■ What you are asked to do ■
Look through the records, and whenever a line includes the word "canvas", copy it.

◆ ◆ ◆

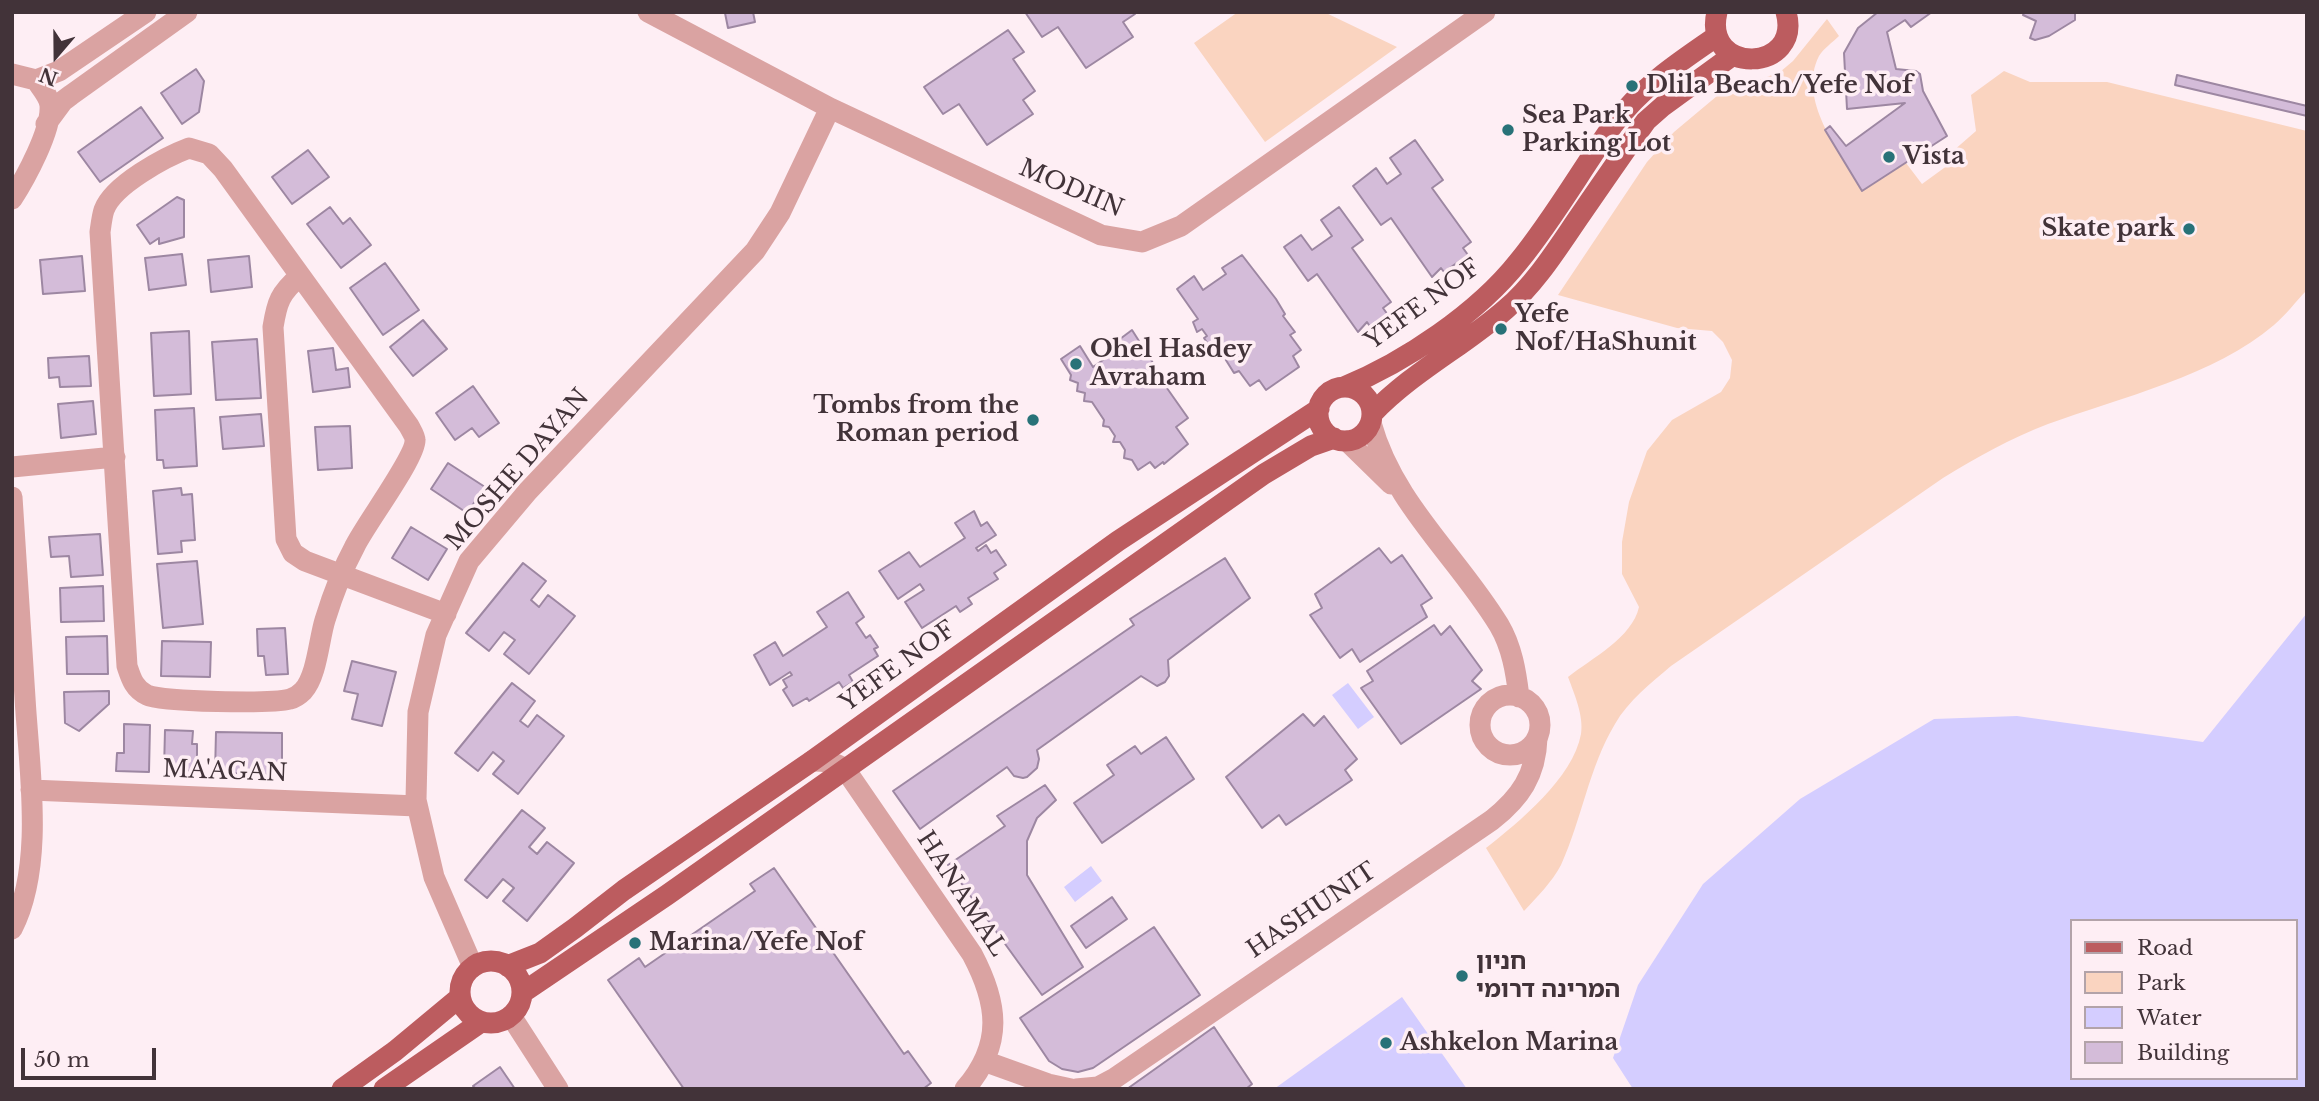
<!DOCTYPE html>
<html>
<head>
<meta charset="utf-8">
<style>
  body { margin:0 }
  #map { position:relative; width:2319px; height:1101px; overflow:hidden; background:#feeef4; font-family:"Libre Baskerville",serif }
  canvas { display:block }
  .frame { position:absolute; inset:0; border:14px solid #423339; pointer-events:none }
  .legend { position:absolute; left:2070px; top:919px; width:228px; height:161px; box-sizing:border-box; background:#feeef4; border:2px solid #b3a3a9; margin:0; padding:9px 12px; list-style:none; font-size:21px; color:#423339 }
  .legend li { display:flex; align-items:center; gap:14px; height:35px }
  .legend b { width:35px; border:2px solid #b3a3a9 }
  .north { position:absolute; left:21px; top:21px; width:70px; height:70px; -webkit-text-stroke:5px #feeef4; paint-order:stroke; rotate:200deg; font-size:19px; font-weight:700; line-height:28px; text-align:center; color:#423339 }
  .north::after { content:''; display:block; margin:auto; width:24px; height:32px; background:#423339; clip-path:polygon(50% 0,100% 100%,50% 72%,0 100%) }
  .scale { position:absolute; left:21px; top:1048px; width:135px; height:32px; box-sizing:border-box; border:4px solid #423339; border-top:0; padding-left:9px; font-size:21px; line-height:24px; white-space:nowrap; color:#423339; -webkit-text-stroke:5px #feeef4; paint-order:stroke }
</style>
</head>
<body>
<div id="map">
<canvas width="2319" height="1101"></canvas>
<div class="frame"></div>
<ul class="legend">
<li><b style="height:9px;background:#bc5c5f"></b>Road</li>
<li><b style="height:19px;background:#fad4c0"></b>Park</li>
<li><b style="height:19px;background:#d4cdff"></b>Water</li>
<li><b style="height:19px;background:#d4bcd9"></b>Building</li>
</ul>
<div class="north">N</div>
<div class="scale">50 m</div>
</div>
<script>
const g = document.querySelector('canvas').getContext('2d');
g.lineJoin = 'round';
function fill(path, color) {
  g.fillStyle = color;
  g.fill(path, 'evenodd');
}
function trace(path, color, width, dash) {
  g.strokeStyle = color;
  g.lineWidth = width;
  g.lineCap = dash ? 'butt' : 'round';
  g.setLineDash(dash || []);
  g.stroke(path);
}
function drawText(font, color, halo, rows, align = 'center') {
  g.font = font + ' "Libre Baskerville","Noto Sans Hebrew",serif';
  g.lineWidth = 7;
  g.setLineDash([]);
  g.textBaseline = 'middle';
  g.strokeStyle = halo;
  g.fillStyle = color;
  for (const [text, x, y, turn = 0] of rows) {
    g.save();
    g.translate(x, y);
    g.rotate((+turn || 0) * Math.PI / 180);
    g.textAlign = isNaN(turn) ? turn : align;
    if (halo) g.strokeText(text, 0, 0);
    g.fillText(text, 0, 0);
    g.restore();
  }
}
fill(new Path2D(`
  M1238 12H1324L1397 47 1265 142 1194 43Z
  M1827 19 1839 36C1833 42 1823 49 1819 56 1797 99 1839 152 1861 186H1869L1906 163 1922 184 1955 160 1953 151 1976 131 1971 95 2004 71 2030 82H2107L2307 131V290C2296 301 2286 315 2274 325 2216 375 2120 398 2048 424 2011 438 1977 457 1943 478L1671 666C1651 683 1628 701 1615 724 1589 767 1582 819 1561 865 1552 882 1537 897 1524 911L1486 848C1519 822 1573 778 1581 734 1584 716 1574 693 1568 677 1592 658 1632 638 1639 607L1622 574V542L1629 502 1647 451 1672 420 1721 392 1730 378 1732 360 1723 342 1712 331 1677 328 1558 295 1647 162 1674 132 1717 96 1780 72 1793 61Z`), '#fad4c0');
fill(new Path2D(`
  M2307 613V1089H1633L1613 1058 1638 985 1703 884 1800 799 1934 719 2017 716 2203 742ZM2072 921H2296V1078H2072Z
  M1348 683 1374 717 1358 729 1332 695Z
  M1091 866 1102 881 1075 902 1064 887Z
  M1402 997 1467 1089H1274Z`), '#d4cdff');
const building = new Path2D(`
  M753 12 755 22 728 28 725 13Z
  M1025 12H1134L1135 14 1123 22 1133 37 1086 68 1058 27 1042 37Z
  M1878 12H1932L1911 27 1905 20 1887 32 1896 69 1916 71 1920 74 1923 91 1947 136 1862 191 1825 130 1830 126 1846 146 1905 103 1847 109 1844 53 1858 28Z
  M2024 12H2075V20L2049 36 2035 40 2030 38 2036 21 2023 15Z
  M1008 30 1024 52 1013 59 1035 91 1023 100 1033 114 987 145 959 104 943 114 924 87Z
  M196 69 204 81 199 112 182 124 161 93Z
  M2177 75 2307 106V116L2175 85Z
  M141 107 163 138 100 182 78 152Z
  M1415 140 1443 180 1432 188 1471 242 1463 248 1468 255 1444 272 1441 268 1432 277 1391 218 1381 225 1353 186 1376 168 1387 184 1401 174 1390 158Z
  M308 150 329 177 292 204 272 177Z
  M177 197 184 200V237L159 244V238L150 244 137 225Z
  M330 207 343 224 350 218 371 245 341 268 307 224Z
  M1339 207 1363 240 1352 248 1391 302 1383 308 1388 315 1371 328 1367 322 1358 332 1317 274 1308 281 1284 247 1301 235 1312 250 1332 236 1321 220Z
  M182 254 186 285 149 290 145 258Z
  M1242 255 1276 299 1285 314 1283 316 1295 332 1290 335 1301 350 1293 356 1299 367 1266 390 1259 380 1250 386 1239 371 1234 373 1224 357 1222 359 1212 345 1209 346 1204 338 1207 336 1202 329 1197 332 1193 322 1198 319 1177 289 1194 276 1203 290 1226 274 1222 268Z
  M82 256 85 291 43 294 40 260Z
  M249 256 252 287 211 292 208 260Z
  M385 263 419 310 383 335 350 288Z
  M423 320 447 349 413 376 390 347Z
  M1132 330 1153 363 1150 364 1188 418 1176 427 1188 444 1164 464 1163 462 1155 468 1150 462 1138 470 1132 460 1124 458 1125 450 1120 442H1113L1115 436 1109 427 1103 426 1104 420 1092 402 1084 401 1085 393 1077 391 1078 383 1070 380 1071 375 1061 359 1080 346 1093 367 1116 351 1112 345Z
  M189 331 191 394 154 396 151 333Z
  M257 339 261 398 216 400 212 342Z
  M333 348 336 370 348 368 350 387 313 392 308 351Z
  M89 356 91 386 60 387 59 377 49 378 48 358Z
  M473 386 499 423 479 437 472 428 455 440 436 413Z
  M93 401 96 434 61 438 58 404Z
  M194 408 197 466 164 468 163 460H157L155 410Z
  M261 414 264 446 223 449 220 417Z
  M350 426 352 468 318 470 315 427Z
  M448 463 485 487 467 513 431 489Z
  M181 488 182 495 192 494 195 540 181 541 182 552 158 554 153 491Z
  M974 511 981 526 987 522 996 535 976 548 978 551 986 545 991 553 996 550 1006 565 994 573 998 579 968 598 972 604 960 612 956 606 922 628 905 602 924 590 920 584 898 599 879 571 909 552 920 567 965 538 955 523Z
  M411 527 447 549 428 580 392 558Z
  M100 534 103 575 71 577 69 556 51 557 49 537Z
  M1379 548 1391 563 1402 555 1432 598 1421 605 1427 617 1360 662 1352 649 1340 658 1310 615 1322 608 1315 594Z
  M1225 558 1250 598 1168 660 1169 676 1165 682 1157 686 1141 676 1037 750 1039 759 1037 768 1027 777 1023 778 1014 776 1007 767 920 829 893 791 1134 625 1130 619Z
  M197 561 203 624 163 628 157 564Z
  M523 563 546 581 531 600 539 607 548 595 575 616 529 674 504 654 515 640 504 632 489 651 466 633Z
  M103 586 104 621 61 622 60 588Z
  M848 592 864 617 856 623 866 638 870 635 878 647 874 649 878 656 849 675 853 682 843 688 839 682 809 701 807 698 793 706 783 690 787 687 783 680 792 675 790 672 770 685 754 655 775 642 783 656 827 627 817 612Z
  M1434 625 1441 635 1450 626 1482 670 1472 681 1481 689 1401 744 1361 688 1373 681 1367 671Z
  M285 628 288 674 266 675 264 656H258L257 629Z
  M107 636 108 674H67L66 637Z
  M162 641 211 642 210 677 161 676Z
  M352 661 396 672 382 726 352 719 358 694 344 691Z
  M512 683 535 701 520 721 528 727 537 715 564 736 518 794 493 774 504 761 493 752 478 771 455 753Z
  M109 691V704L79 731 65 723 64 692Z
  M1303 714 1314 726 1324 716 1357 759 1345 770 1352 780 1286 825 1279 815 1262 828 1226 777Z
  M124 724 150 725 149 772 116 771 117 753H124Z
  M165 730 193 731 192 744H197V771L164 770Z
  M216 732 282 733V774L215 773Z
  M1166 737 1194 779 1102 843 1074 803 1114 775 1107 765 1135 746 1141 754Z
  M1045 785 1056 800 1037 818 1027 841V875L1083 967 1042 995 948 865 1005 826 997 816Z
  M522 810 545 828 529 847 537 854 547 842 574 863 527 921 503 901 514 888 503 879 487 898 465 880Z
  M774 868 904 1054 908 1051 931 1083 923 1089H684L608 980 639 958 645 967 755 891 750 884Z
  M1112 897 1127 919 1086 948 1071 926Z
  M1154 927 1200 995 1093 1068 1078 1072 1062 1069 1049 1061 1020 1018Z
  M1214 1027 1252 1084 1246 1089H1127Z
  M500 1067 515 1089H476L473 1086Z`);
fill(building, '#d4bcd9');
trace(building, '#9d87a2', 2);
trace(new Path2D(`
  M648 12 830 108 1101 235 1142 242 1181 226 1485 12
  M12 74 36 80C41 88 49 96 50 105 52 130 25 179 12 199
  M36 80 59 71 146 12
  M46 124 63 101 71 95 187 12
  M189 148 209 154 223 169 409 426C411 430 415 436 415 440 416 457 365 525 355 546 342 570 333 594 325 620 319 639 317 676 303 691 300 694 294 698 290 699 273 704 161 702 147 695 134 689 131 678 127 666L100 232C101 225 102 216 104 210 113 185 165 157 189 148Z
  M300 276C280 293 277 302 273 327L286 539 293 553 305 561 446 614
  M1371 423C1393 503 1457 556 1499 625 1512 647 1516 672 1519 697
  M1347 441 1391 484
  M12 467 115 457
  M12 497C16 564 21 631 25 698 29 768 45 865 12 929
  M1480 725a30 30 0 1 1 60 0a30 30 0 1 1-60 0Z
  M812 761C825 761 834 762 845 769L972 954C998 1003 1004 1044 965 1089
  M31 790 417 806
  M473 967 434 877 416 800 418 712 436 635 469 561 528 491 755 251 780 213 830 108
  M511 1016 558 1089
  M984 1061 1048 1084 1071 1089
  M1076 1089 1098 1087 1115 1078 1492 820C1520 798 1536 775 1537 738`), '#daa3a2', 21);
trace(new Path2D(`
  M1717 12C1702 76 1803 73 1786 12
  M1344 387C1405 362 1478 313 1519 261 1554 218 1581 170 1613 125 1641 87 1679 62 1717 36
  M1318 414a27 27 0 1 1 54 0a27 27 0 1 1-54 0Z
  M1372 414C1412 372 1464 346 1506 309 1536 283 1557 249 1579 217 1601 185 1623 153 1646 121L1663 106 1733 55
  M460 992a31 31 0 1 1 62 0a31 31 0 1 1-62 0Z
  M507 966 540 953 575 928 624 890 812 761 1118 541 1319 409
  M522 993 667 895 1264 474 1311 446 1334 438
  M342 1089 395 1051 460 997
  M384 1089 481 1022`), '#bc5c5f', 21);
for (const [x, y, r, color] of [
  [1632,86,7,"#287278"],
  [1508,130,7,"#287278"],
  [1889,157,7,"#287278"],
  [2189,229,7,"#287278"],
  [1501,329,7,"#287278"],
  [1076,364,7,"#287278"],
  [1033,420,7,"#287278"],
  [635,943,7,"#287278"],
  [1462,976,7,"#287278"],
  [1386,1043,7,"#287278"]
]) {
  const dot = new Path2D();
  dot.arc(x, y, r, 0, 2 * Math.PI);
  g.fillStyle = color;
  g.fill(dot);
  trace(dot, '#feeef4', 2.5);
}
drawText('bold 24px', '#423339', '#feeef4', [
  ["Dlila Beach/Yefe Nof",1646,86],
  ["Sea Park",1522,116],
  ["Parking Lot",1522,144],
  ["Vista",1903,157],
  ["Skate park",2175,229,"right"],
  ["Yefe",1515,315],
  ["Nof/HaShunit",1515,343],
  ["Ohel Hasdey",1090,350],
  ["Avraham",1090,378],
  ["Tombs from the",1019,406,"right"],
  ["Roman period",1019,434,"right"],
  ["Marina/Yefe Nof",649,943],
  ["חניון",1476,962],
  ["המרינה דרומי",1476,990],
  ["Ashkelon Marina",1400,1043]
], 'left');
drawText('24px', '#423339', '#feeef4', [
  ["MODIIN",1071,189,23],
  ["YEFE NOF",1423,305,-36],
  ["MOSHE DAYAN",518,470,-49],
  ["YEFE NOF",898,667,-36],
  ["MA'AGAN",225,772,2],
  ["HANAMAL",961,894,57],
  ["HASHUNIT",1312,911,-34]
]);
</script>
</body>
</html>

◆ ◆ ◆

■ Your response ■
  canvas { display:block }
<canvas width="2319" height="1101"></canvas>
const g = document.querySelector('canvas').getContext('2d');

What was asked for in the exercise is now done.